The offensive catalyst of the great Cincinnati Reds teams of the 1970s, Joe Morgan was one of the finest all-around players of his generation. The diminutive second baseman possessed a keen batting eye and surprising power for a man his size, and also was an outstanding fielder and an exceptional baserunner. Morgan's rare combination of skills enabled him to capture consecutive MVP trophies during the mid-1970s, and earned him general recognition as one of the greatest second sackers in baseball history.
Born in Bonham, Texas on September 19, 1943, Joe Leonard Morgan was raised in Oakland, California after his family moved to that city when he was still just a young boy. After attending Castlemont High School in Oakland, Morgan signed an amateur free agent contract with the expansion Houston Colt .45's of the National League in 1962. He made his major league debut with the team a little over a year later, just two days after celebrating his 20th birthday. Morgan appeared in only eight games with Houston, accumulating six hits in 25 official at-bats, for a .240 batting average. The lefthanded-hitting second baseman made another brief appearance with the team the following season, struggling terribly at the plate by posting a .189 batting average in 37 official plate appearances. Veteran second baseman Nellie Fox, who was nearing the end of his career with Houston at the time, observed the manner in which Morgan appeared to be out of sync in the batter's box. Noting that his intended successor tended to keep his back elbow too low, Fox suggested to Morgan that he flap his back arm like a chicken to keep his elbow up while he was at the plate. The youngster took his advice, employing that particular technique the remainder of his career.

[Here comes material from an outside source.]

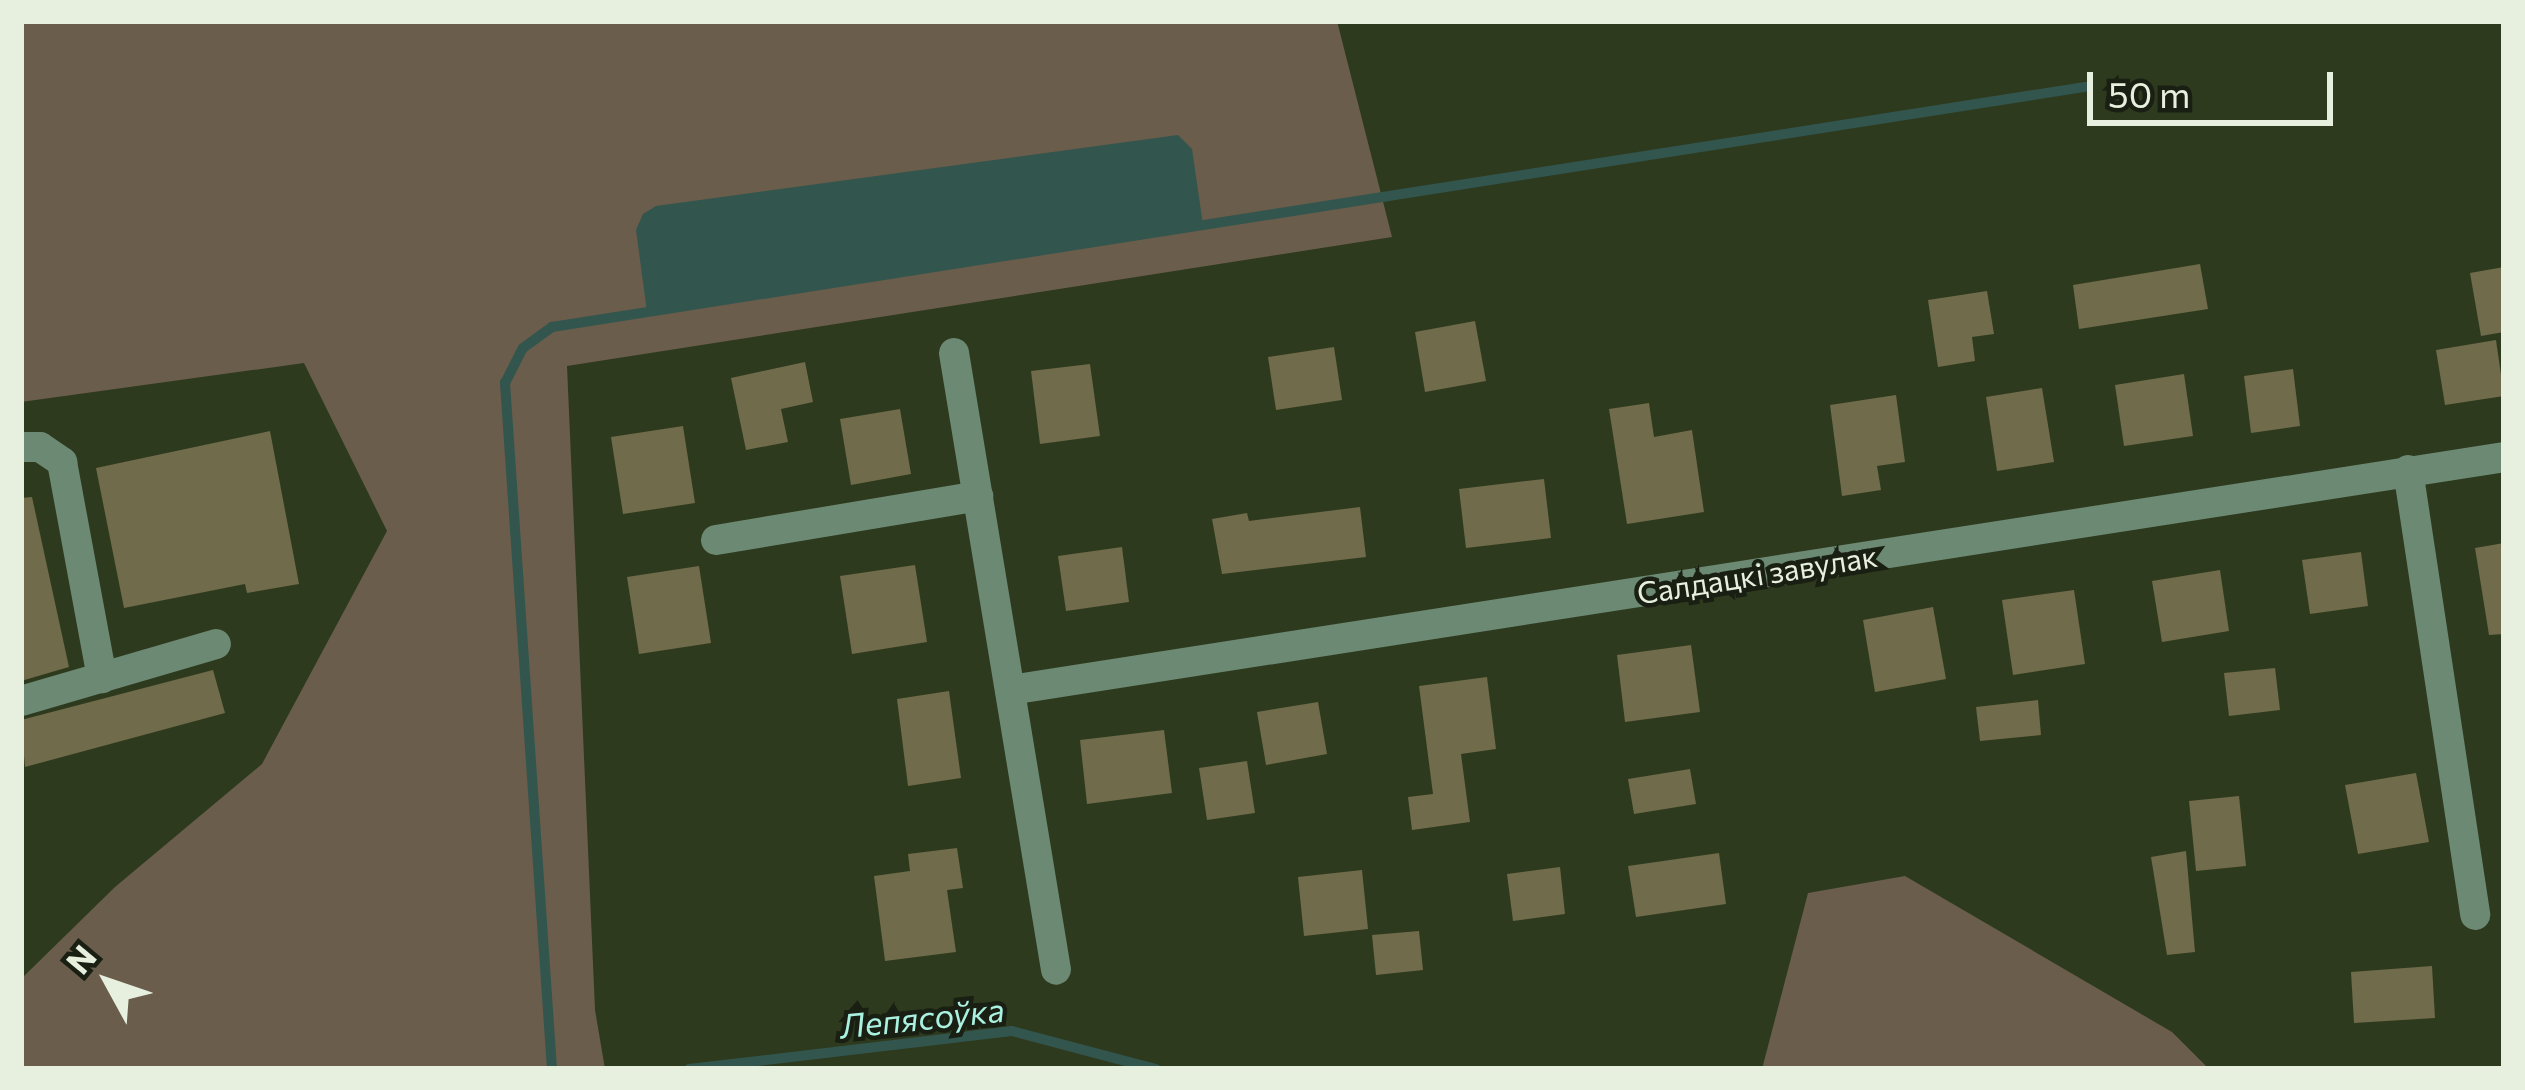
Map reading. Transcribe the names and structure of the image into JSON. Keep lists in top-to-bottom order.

Morgan became Houston's starting second baseman in 1965, and he remained in that role long after the Colt .45's moved into the Astrodome and changed their name to the Astros. Implementing his new batting style, Morgan batted .271 in his first full season. He also hit 14 home runs, scored 100 runs, and led the National League with 97 bases on balls. The second sacker also performed quite well in each of the next two seasons, compiling batting averages of .285 and .275, and finishing among the league leaders in walks and on-base percentage both years.
After missing virtually all of the 1968 season with an injury, Morgan took a step backwards when he returned to the team the following year. Although the second baseman hit 15 home runs, scored 94 runs, stole 49 bases, and walked 110 times, he batted only .236 and saw his strikeout total increase from 51 to 74. Morgan was more effective in 1970, though, raising his batting average more than 30 points to .268, finishing among the league leaders with 102 runs scored, 102 walks, and 42 stolen bases, and making the National League All-Star Team for the first time. Morgan had another solid season in 1971, but he was subsequently traded to Cincinnati at the end of the year in a blockbuster deal that also sent centerfielder Cesar Geronimo and third baseman Denis Menke to the Reds. Houston, in turn, received slugging first baseman Lee May and All-Star second sacker Tommy Helms.
On the surface, it was difficult to determine at the time which team benefited more from the transaction. The Astros acquired one of the National League's top sluggers in May, and they also got a very solid second baseman in Helms. But the deal turned out to
be a steal for Cincinnati. After capturing the pennant in 1970, the Reds finished well out
of contention in the N.L. West the following year. The team's offense was predicated largely on the slugging abilities of players such as May, Johnny Bench, and Tony Perez. However, Cincinnati management felt a need to complement its long ball threats with a smart and aggressive baserunner such as Morgan. The acquisition of the second baseman turned out to be one of the shrewdest moves the organization ever made. Not only did Morgan provide the team with exceptional offense and baserunning at the top of its lineup, but he gave the Reds leadership in the infield and outstanding defense up the middle. Furthermore, Geronimo gave them a very solid defensive centerfielder, and Menke enabled them to shift third baseman Perez back to his more natural position of first base. With all the pieces in place, Cincinnati became the National League's dominant team for the next several seasons.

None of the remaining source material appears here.